:: Problem ::
Among the entries below, find the lines that contain the string "linecap". State only how many there are.

:: Supplied material ::

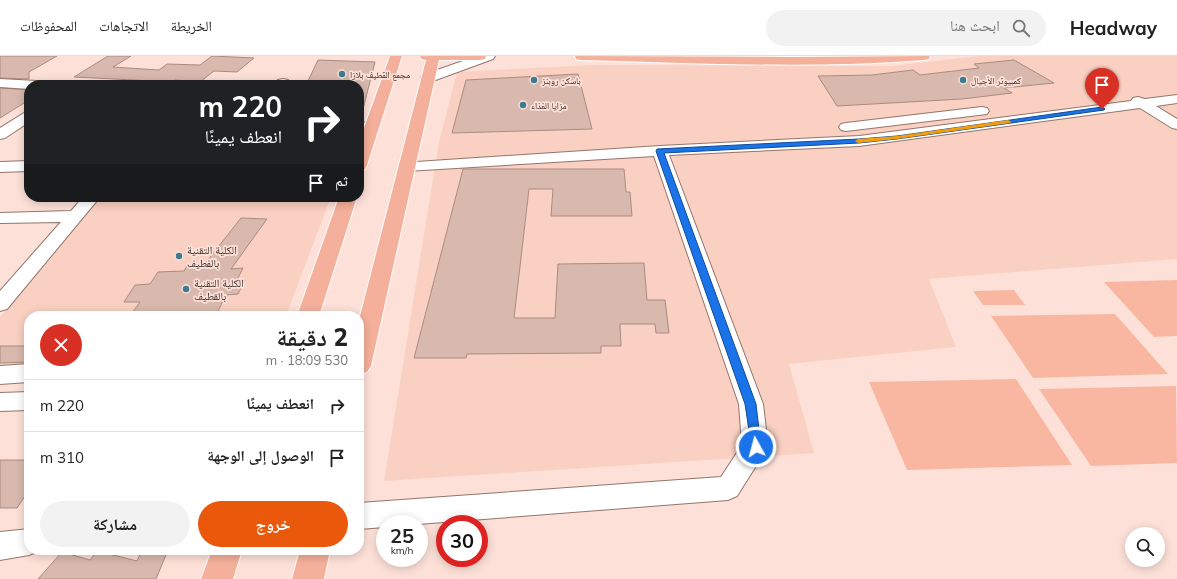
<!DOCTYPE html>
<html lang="ar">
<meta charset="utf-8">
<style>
body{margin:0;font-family:Mulish,"Noto Naskh Arabic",sans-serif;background:#f2f2f2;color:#222;direction:rtl;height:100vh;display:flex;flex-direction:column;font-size:15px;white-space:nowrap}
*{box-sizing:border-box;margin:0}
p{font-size:13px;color:#767676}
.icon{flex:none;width:22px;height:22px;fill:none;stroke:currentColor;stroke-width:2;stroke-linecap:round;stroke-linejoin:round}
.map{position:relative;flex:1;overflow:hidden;direction:ltr}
.details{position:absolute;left:24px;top:255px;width:340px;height:244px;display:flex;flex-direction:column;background:#fff;border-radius:16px;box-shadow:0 2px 10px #0003;direction:rtl}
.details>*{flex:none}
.guide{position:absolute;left:24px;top:24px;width:340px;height:122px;border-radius:16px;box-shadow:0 2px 10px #0003;direction:rtl;background:#202124;color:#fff;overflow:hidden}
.buttons{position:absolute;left:1125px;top:471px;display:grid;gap:8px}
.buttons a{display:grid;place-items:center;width:40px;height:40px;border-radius:50%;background:#fff;box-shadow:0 2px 10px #0003;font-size:20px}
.speed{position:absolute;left:376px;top:459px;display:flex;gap:8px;font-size:20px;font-weight:700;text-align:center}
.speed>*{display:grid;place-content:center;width:52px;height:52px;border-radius:50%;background:#fff;box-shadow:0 2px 10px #0003;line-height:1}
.speed small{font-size:10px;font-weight:400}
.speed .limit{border:6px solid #d22;background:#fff;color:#111}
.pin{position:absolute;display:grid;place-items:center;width:34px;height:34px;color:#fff;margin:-41px -17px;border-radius:50% 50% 50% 0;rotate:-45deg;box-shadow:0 0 4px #0007}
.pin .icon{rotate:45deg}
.me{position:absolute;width:44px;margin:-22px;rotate:353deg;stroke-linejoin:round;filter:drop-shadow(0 0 3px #0008)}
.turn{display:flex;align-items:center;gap:14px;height:84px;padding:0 16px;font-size:18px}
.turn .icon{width:52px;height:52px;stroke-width:2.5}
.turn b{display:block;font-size:28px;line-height:34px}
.then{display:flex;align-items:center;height:38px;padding:0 16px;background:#0003;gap:8px;font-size:15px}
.round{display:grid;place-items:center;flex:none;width:42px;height:42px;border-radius:21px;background:#f2f2f2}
.overview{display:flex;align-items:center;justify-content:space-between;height:68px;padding:0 16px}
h1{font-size:24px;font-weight:800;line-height:30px}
.cta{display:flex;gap:8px;margin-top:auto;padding:8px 16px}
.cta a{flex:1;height:46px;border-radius:24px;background:#ea580c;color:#fff;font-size:16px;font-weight:800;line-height:46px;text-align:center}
.cta a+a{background:#f2f2f2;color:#222}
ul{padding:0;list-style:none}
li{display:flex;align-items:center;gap:12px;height:52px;padding:0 16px;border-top:1px solid #e0e0e0}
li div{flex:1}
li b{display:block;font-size:15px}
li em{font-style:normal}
header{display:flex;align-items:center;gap:24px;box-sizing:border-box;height:56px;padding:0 20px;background:#fff;border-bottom:1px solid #e0e0e0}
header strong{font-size:19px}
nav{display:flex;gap:22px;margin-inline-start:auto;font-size:14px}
.search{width:280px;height:36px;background:#f2f2f2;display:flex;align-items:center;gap:10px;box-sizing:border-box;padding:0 14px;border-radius:22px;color:#767676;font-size:15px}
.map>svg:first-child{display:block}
.built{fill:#fad0c2}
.green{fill:#f9b7a1}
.building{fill:#d9b8ad;stroke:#ab8b81}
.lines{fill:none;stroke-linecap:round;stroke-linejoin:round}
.minor-casing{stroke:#93756b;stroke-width:2}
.major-casing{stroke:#fff;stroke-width:2}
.minor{fill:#fff;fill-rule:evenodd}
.major{fill:#f4b09a;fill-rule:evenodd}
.route{fill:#1a73e8;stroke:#114b97}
.slow{fill:#f59e0b}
.poi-dot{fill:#3c7b90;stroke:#fde1d8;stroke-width:1.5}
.labels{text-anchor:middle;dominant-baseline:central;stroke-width:3.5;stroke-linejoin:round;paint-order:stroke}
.far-poi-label{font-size:9px;fill:#342723;stroke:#fde1d8;text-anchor:start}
.poi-label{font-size:11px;fill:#342723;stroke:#fde1d8;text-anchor:start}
</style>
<header>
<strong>Headway</strong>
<div class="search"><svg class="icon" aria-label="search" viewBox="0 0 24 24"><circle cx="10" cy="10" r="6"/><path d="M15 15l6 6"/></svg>ابحث هنا</div>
<nav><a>الخريطة</a><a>الاتجاهات</a><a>المحفوظات</a></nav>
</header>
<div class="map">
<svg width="1177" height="523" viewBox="0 0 1177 523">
<rect width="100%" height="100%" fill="#fde1d8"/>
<g class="built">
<polygon points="979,0 1177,0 1177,203 929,223 956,291 789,308 814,397 384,425 439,86 457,16 592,9 891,10"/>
<polygon points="100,141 331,141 286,260 29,260 29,311 0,312 0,261"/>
</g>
<g class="green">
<polygon points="1177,224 1177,280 1154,281 1104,226"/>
<polygon points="1014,234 1025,249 983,249 973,235"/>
<polygon points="1115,258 1168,318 1033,322 991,260"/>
<polygon points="1016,323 1072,409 907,414 869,326"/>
<polygon points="1176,330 1177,407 1091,410 1039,333"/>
</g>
<g class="building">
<polygon points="0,0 57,0 29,16 29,23 0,22"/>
<polygon points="108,0 131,0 113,11 159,14 167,8 200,9 212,0 254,2 237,16 214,15 200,26 175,24 173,26 74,21"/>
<polygon points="318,4 375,6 363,53 359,52 359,29 306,29"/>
<polygon points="1014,4 1054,27 1004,32 1012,37 962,43 837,50 818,20 872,19 913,14 920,19 979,12 974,8"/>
<polygon points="578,18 592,73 452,77 466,24"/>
<polygon points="0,32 29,34 29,44 0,62"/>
<polygon points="463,113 624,113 626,136 630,136 632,160 551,160 553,133 529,133 514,262 555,262 558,208 644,207 647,244 665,244 669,277 656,277 655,268 620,268 621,290 601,290 601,297 467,298 466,302 414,302"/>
<polygon points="241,162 267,163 231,213 243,212 237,224 245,224 238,238 226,239 217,257 188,258 187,260 130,260 140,246 124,246 135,229 150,228 158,216 184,215 187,210 204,209"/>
<polygon points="0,290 29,290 29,306 0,307"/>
<polygon points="0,404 29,404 29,434 17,452 0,452"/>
<polygon points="142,494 168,494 156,523 38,523 62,496 90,504 97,495 137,505"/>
</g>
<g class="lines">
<defs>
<g id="minor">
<polygon points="477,0 495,0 493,3 433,25 423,25 421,22 423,19"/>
<polygon points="0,23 37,25 42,26 44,29 29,29 29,33 0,31"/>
<polygon points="283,23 288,24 290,27 289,29 275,29 278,24"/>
<polygon points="1177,39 1177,47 1156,50 1177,63 1177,73 1172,72 1140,52 859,90 669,99 763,348 768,391 737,440 728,444 418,468 385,468 385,471 359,473 359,447 721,421 742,389 739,348 654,100 407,115 401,113 399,110 401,107 660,90 859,80 1131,45 1133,42 1138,41 1145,43"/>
<polygon points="982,51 987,52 989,55 987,58 846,75 841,74 839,71 841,68 846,67"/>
<polygon points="29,56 29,66 5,82 0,83 0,72 24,57"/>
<polygon points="372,66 377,67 379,70 377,73 359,75 359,67"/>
<polygon points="29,105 29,115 0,116 0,106"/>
<polygon points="83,141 100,141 7,253 0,255 0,235 61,166 0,167 0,157 71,155"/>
<polygon points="29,308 29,326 0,328 0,310"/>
<polygon points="29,336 29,354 0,355 0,337"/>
<polygon points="29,473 29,494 40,494 39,495 29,499 0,504 0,476"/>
</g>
<g id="major">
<polygon points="390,0 402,0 367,109 365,113 359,114 359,86"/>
<polygon points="420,0 486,0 485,3 480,4 439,4 371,310 367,316 359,319 359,264 426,4 421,3"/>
<path d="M575 0 795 1 930 0 929 3 924 4C810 13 696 7 581 4L576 3Z"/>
<polygon points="339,141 357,141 319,260 297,260"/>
<polygon points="212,494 242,494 233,523 201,523"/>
<polygon points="300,494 330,494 324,523 292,523"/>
</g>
</defs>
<use href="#minor" class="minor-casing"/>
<use href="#major" class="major-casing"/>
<use href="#minor" class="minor"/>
<use href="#major" class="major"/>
</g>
<polygon class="route" points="1102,51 1105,53 1104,54 897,83 859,87 664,97 756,348 761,391 759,394 756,395 752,394 745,348 656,95 657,93 859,83 897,80"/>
<polygon class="slow" points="1008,64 1011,66 1010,67 897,83 858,87 855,85 858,83 897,80"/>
<g class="poi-dot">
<circle cx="342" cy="18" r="4"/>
<circle cx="534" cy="24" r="4"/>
<circle cx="963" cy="24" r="4"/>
<circle cx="523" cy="49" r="4"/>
<circle cx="179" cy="200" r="4"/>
<circle cx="186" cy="233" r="4"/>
</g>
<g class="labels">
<g class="far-poi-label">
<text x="350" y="18">مجمع القطيف بلازا</text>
<text x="542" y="24">باسكن روبنز</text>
<text x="971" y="24">كمبيوتر الأجيال</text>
<text x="531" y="49">مزايا الغذاء</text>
</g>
<g class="poi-label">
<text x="187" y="194">الكلية التقنية<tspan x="187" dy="13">بالفطيف</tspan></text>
<text x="194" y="227">الكلية التقنية<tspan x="194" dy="13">بالقطيف</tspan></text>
</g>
</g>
</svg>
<div class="buttons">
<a><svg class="icon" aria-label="search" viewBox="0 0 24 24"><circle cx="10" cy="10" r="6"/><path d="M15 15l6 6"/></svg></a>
</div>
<div class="speed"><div>25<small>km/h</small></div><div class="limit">30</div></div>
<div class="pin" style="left:1102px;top:53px;background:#d93025"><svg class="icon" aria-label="arrive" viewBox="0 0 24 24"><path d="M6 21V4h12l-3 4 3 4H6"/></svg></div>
<svg class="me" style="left:756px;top:391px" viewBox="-20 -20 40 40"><circle r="17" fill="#1a73e8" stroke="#fff" stroke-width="3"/><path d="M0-11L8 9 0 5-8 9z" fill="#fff"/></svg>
<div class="guide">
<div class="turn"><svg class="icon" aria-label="right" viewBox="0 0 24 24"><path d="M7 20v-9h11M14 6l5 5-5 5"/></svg><div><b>220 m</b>انعطف يمينًا</div></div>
<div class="then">ثم<svg class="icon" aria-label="arrive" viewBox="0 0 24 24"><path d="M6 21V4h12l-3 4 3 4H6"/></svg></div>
</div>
<section class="details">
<div class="overview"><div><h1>2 دقيقة</h1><p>530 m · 18:09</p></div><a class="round" style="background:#d93025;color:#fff"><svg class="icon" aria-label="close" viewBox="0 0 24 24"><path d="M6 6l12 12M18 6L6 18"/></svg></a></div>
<ul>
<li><svg class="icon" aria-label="right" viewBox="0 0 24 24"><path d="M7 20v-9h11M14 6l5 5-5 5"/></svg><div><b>انعطف يمينًا</b></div><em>220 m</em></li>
<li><svg class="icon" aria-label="arrive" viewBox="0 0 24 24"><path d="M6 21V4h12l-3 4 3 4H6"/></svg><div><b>الوصول إلى الوجهة</b></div><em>310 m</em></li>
</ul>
<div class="cta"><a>خروج</a><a>مشاركة</a></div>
</section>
</div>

:: Expected answer ::
2